There was a hint of a smile on her lips, and Beverly mirrored it. She didn’t move her hand away from Laris’ face. She didn’t want to. She did brush her thumb over the soft skin of the woman’s cheek, however. Beverly felt her breath grow a touch shallower. She felt her pulse quicken.

“You don’t owe me any promises,” Beverly said.

“And yet—you’re going to ask for some?” Laris asked.

Beverly nodded.

“Please—don’t do anything that can’t be undone,” Beverly said. “And—don’t try to leave? Not in any form or fashion.” Laris simply stared at her for a moment. Beverly accepted that. “I’m not sorry that I reached out to Jean-Luc. I’m not sorry that he came, or that we were able to…to overcome some things that we needed to handle. I’m not sorry for another chance. Those don’t come often enough in life. I’m not sorry for having crossed paths with you, or for knowing you now. I am sorry, though, that I disrupted your life. That was never my intention. And I’m not sorry that I saved your life. I’m not sorry that I saved this baby’s life. But I am sorry of how I had to do it. I’m sorry of everything you’re going through now.”

“Can I ask you something?” Laris asked.

“You can ask me anything,” Beverly said.

“Why do you care? What I do or…if I leave?” She asked. She continued speaking before Beverly could respond, and Beverly let her have the time and the space that she needed to say whatever she needed to say. “If I were to leave, you could have everything. You have the Château. You have your second chance with Jean-Luc…”

“Sixth chance is more like it,” Beverly interrupted, slightly amused.

“You have a baby,” Laris said. “Another chance to have a baby with him. To do it all, from the beginning, like you said earlier. You could have everything.”

Beverly considered her words. She nodded. She slipped her hand down and caught Laris’ hand in hers. She held it, gently, sandwiched between both of hers.

“What if I want all of that,” Beverly said, “but I also want more than that?”

Laris laughed and shook her head.

“What else could you want?” She asked.

“Something that I never imagined—not even for a moment—that I might want before,” Beverly said. “And yet, I keep finding that it crosses my mind and, every time it does, I think…I might want that even more than I thought I could the last time it crossed my mind.”

Laris seemed calm. Relaxed. Beverly eased her thumb around and found the woman’s pulse in her wrist. It was racing by human standards, but calm by Romulan standards. It was strong—not thready like it had been a few times before. Beverly smiled to herself and brushed her thumb over the spot.

“What do you think you might want that you don’t already have?” Laris asked.

“A trust bond requires three equal partners for truth and accountability,” Beverly said. “I can’t help but notice—there are three of us.”

Laris started slightly, clearly understanding Beverly immediately.

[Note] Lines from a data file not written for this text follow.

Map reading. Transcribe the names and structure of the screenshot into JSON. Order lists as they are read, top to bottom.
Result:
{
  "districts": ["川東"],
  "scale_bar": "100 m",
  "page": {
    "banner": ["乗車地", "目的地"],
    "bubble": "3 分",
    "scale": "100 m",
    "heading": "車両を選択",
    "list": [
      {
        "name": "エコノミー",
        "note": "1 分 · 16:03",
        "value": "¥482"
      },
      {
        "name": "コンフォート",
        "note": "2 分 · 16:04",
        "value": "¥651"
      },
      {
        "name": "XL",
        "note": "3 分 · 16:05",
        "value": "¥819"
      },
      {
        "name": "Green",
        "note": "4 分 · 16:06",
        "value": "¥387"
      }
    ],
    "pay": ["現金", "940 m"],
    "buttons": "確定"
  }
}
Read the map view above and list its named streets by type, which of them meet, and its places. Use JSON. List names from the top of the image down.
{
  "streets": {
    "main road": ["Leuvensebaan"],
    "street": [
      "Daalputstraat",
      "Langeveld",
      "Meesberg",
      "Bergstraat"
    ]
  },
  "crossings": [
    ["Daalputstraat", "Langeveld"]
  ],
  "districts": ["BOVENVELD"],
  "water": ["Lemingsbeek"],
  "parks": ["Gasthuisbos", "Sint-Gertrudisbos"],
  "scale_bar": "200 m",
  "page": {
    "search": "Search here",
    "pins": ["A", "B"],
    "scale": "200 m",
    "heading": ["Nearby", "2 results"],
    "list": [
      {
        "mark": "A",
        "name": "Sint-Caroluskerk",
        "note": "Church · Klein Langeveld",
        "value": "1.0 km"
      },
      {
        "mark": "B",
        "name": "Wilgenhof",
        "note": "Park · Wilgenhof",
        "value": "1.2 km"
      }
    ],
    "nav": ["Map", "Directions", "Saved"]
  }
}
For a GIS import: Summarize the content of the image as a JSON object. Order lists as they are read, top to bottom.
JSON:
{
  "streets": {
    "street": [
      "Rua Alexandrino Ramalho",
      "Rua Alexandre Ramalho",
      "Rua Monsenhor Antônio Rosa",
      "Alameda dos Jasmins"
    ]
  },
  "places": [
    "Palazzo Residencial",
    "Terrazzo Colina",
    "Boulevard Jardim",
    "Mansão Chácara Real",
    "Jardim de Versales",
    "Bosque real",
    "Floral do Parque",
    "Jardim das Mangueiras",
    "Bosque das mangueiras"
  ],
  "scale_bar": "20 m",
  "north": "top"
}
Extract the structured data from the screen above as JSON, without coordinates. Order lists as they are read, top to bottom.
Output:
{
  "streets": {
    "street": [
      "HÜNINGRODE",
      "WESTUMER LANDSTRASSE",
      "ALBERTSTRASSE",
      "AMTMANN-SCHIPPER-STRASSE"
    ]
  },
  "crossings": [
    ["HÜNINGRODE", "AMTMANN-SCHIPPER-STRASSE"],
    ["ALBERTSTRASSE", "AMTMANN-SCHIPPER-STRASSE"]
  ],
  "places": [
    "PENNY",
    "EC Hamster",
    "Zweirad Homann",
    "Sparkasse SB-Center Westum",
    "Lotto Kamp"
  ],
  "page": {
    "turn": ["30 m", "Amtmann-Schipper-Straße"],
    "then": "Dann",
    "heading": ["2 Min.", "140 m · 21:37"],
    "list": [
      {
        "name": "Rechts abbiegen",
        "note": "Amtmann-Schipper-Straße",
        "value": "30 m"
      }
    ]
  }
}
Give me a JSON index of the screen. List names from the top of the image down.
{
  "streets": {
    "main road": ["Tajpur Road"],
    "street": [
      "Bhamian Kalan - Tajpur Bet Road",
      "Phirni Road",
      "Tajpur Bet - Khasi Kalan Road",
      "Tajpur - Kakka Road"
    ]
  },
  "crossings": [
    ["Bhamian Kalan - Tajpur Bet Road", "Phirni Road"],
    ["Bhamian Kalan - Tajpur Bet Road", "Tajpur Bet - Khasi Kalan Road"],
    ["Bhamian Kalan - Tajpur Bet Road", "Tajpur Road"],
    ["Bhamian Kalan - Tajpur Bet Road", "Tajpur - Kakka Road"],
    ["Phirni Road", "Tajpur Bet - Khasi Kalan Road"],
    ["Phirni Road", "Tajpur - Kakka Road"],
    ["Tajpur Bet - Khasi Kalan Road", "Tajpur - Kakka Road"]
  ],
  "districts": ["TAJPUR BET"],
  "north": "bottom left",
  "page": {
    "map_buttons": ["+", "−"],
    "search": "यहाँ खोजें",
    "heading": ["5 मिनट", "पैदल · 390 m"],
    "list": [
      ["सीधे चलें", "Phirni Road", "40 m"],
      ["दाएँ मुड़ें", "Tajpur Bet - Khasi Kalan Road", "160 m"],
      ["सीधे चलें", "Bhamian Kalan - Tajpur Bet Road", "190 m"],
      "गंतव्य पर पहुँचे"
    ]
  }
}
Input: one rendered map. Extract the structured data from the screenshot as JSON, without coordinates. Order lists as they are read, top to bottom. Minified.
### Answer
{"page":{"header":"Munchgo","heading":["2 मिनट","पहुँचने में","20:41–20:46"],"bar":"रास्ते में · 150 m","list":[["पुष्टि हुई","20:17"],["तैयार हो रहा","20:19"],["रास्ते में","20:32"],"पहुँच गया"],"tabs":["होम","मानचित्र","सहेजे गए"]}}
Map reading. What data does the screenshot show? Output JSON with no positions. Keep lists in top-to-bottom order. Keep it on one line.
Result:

“You’re not a Romulan,” Laris said.

“You would have bonded with Jean-Luc, were it not for the lack of a third part to the trust bond,” Beverly said. “Would that third have had to have been a Romulan?”

“I suppose not,” Laris said, “since…most Romulans aren’t bonding with Terrans, traditionally.”

“Is there some rule about who has to propose a bond?” Beverly asked.

“Normally, it’s…very often something that’s chosen for us,” Laris said. “Benefitting the Empire in some way.”

“The Empire is virtually gone,” Beverly said. “What’s left is fragmented at best. Romulans, everywhere, are rewriting the rules of their societies. Here, in the Château Picard, are there rules, Laris, about who may propose a trust bond?”

“I suppose not,” Laris said. “But—why would you want to?”

Beverly smiled and shrugged her shoulders.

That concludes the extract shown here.